Mary Drummond (1675 – 1729) was a leading supporter of the Jacobites who wanted to bring a Catholic to the British throne. She became Mary, Countess Marischal in 1694. She is wrongly named as the author of the song When the King Comes O’er the Water but the song is in her voice.[1]

Life

Drummond was the daughter of James Drummond, 4th Earl of Perth (1648–1716), and his first wife, Lady Jane Douglas (d. 1678). Her maternal grandfather was William Douglas, 1st Marquess of Douglas. Her father was imprisoned at Kirkcaldy in December 1688. She would have been aware of her father being exiled in 1693 for Jacobitism, but she already married. Her husband William Keith became the 9th Earl Marischal in 1694.[2]

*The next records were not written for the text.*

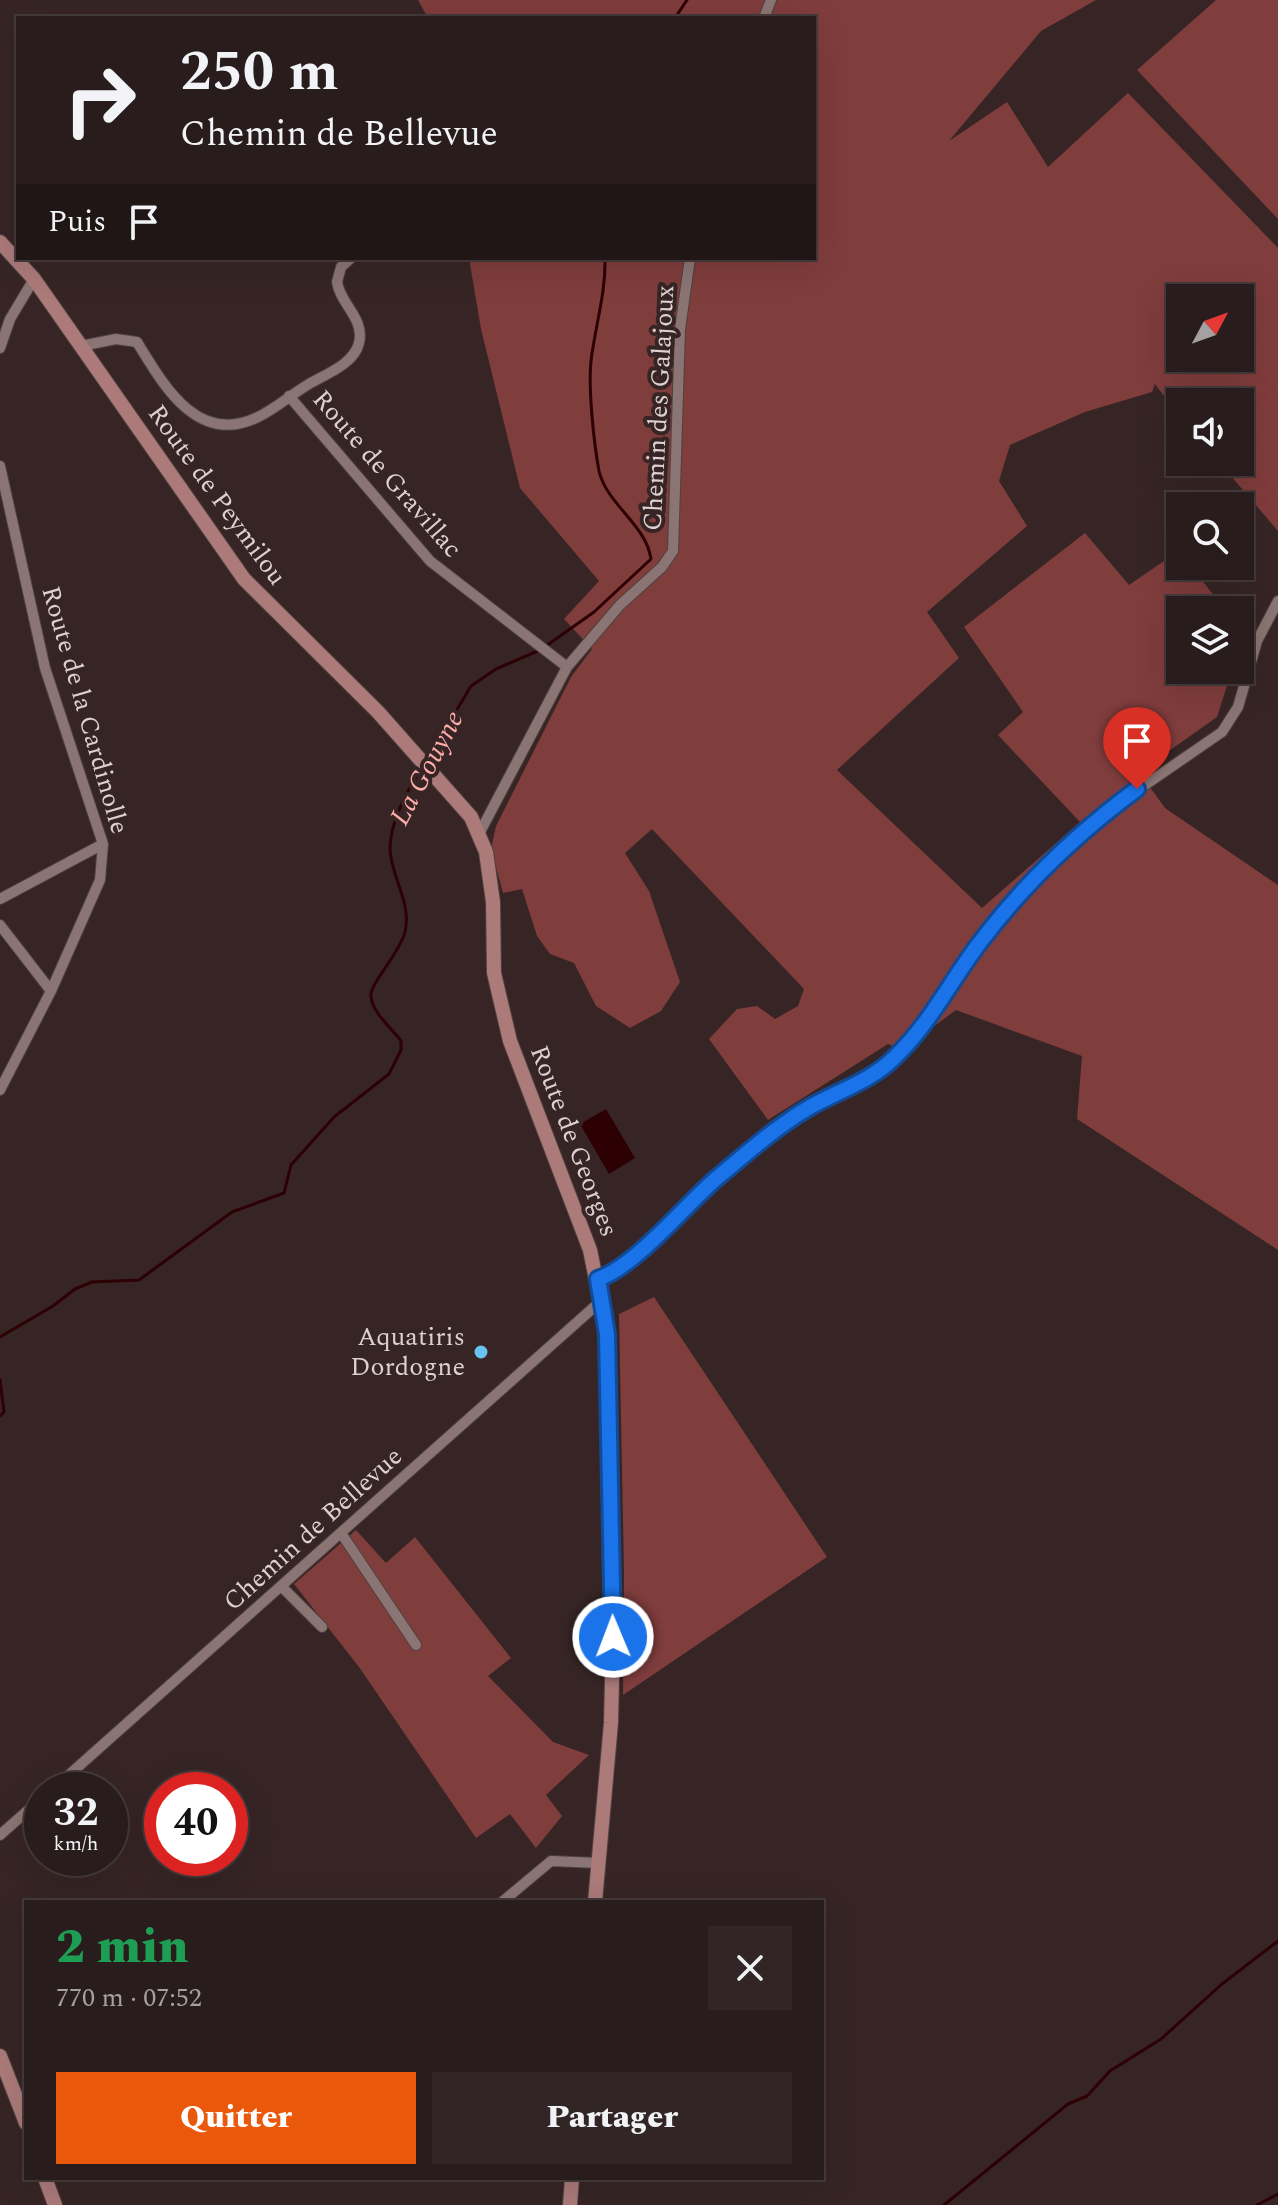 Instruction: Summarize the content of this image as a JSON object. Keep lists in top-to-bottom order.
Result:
{
  "streets": {
    "street": [
      "Chemin des Galajoux",
      "Route de Gravillac",
      "Route de Peymilou",
      "Route de la Cardinolle",
      "Route de Georges",
      "Chemin de Bellevue"
    ]
  },
  "crossings": [
    ["Chemin des Galajoux", "Route de Gravillac"],
    ["Chemin des Galajoux", "Route de Georges"],
    ["Route de Peymilou", "Route de Georges"],
    ["Route de Georges", "Chemin de Bellevue"]
  ],
  "water": ["La Gouyne"],
  "places": ["Aquatiris Dordogne"],
  "north": "top right",
  "page": {
    "turn": ["250 m", "Chemin de Bellevue"],
    "then": "Puis",
    "speed": "32 km/h",
    "limit": "40",
    "heading": ["2 min", "770 m · 07:52"],
    "buttons": ["Quitter", "Partager"]
  }
} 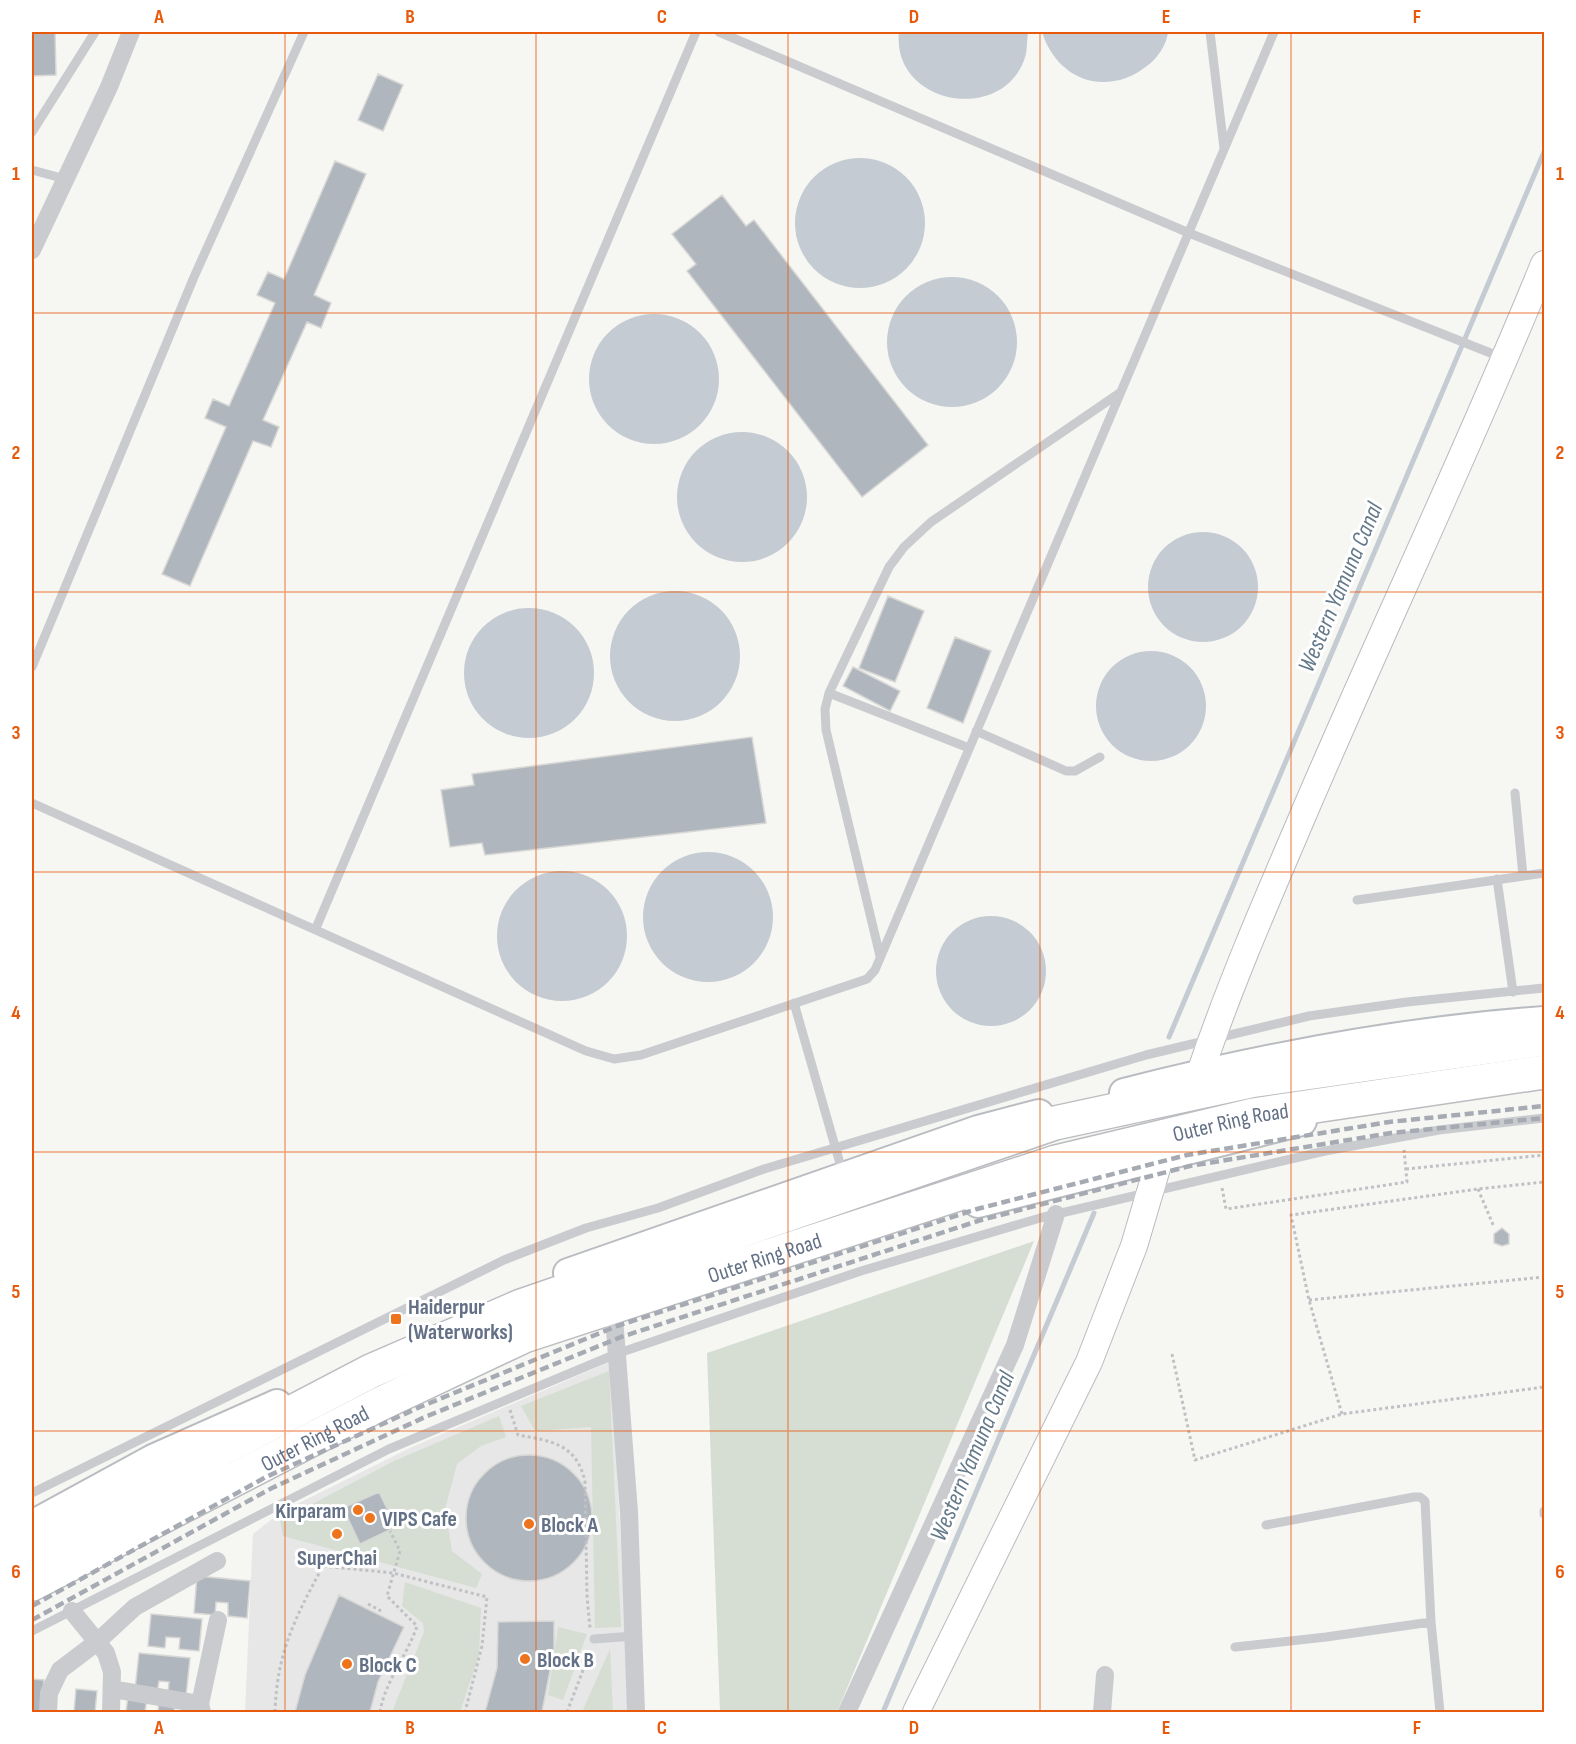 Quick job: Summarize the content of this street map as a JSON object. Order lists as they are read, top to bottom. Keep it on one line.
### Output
{"streets":{"highway":["Outer Ring Road"]},"water":["Western Yamuna Canal"],"places":{"transit":["Haiderpur (Waterworks)"],"other":["Kirparam","VIPS Cafe","Block A","SuperChai","Block B","Block C"]},"grid":{"columns":["A","B","C","D","E","F"],"rows":["1","2","3","4","5","6"]}}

Around 1690 Drummond married William Keith later 9th Earl Marischal. His father was George Keith, 8th Earl Marischal (d. 1694) and the courtier Lady Mary Hay (d. 1701) who was the third daughter of the 2nd Earl of Kinnoull.[2] Her eldest son George Keith who became the tenth and the last Earl Marischal was born in 1692 or 1693. Her other son James Francis Edward Keith who was born in 1696 was named after the Old Pretender and they both became soldiers. She and her husband also had two daughters. Mary who married John, sixth earl of Wigtown and Anne who married Alexander, sixth earl of Galloway.[2]

Drummond was buried at Holyrood Abbey after she died in Edinburgh on 7 March 1729.[2]

When the King Comes O’er the Water

The song When the King Comes O’er the Water is sometime thought to be written by Drummond,[1] however the song is thought to be from after she died. The song was first published in James Hogg's Jacobite Relics of 1817.[2]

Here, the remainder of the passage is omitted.